* AIM OF THE TASK
Go through the listing below and list every line with "crossings".

* * *

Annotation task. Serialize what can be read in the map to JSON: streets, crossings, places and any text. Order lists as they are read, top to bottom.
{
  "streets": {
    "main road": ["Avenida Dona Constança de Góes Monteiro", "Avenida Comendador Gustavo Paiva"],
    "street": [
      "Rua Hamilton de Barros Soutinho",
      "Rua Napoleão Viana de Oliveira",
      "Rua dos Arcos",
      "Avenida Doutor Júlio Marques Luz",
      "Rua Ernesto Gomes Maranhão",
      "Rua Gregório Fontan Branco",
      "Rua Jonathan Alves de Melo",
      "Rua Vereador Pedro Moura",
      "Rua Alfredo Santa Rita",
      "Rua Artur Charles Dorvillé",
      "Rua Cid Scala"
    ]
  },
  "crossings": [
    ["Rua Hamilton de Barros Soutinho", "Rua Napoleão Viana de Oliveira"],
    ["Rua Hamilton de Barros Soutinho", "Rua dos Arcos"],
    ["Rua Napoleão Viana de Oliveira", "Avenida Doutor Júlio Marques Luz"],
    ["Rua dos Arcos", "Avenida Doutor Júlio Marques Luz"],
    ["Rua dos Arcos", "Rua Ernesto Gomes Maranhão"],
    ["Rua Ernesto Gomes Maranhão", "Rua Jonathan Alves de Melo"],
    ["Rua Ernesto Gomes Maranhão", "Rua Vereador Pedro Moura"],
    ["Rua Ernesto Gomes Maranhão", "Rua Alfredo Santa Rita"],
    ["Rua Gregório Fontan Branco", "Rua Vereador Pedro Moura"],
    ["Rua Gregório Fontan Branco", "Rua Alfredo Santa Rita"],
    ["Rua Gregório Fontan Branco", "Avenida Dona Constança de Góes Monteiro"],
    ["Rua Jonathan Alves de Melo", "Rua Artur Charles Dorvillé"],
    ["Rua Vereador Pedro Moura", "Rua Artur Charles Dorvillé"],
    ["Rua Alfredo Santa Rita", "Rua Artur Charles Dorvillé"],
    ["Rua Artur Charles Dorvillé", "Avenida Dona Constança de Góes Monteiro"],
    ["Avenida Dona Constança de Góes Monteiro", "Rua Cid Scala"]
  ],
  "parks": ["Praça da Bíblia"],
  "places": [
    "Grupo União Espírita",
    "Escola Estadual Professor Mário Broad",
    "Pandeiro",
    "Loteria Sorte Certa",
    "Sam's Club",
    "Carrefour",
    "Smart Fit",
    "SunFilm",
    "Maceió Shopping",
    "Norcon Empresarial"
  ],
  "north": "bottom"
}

* * *

* YOUR SOLUTION
Annotation task. Serialize what can be read in the map to JSON: streets, crossings, places and any text. Order lists as they are read, top to bottom.
  "crossings": [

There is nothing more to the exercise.